One such case involves Gemini Trust, controlled by Cameron and Tyler Winklevoss, long-time Trump supporters with business ties to his sons, Eric Trump and Donald Trump Jr. The SEC had accused Gemini of offering unregistered investment products but later asked a judge to pause the case for settlement talks.

Another case cantered on Binance, the world’s largest crypto exchange. Its founder, Changpeng Zhao, previously convicted of money laundering, received a presidential pardon earlier this summer. Soon after, the SEC dropped its case against Binance.

Ripple Labs also saw relief. The company donated about $5 million to Trump’s inaugural fund. Regulators later tried to reduce the penalties sought against Ripple, though a judge rejected that move.

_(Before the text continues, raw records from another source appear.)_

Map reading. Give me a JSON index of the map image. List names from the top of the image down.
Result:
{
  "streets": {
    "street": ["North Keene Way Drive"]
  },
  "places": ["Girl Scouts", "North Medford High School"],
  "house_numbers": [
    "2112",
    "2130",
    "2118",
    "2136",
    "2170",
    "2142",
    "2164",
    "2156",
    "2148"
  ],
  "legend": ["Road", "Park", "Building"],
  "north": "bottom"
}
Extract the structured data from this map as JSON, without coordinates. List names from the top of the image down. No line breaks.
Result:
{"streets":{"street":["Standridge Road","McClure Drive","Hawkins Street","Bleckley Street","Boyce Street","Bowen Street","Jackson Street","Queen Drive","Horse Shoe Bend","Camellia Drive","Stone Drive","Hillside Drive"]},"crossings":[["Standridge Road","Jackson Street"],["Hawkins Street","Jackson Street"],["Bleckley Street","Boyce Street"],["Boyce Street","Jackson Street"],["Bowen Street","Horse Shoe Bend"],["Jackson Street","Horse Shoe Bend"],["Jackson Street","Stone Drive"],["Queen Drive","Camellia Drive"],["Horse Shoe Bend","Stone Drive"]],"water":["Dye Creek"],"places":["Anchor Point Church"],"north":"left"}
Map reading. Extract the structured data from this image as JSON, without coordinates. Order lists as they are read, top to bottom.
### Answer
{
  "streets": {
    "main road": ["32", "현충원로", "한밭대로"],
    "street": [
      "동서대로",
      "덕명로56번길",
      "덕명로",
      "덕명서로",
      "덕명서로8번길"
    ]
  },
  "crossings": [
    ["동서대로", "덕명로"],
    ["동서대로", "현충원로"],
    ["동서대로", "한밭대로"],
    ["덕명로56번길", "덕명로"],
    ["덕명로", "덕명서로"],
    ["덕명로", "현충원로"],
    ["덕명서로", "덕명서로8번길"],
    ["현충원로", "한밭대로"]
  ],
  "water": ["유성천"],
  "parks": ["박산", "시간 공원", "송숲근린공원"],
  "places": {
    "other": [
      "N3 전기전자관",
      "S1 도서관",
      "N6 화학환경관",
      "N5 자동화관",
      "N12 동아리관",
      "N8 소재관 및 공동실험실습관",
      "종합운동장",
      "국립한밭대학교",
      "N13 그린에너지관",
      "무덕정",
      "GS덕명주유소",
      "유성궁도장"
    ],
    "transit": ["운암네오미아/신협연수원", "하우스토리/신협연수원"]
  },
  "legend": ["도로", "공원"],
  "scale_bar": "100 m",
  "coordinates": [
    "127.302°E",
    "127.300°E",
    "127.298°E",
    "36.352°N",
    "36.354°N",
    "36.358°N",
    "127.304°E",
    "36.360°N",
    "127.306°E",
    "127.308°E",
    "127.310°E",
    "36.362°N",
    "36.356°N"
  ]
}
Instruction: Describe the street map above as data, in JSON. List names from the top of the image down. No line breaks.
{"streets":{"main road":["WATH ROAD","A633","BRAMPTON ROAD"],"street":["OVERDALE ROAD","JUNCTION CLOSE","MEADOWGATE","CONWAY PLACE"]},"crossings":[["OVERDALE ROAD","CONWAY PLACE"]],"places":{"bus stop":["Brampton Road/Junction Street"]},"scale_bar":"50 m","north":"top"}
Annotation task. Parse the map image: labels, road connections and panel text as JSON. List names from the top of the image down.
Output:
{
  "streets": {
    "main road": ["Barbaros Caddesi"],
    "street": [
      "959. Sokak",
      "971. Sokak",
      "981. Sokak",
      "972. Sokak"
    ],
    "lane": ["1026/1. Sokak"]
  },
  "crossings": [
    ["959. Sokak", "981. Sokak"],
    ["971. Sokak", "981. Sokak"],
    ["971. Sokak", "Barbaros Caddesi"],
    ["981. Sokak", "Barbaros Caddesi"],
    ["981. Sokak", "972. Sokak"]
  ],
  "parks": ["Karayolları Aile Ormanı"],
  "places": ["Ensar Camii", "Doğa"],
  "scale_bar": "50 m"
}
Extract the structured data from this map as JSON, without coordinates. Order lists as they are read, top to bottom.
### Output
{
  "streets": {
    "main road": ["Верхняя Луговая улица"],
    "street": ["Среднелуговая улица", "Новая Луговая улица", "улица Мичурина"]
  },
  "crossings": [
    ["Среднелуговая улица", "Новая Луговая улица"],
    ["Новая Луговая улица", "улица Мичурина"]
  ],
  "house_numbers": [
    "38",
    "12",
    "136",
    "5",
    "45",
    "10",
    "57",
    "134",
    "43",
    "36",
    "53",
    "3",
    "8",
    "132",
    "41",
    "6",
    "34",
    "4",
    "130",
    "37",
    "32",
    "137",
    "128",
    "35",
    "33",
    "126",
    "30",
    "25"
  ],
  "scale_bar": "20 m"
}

Political Connections and Uneven Enforcement

The investigation reveals a clear pattern. Of the seven crypto cases dismissed since January, five involved companies or individuals with known ties to President Donald Trump or his administration. Several paused or settled cases also involved Trump allies.

By contrast, the nine crypto enforcement cases still being pursued by the SEC involve companies with no known MAGA or administration connections. This contrast has drawn criticism from former regulators and legal experts.

The SEC has denied favouritism. Chairman Paul S. Atkins said past leadership relied too heavily on “regulation by enforcement,” a practice he said has ended. Republican commissioners have long argued many digital assets do not legally qualify as securities.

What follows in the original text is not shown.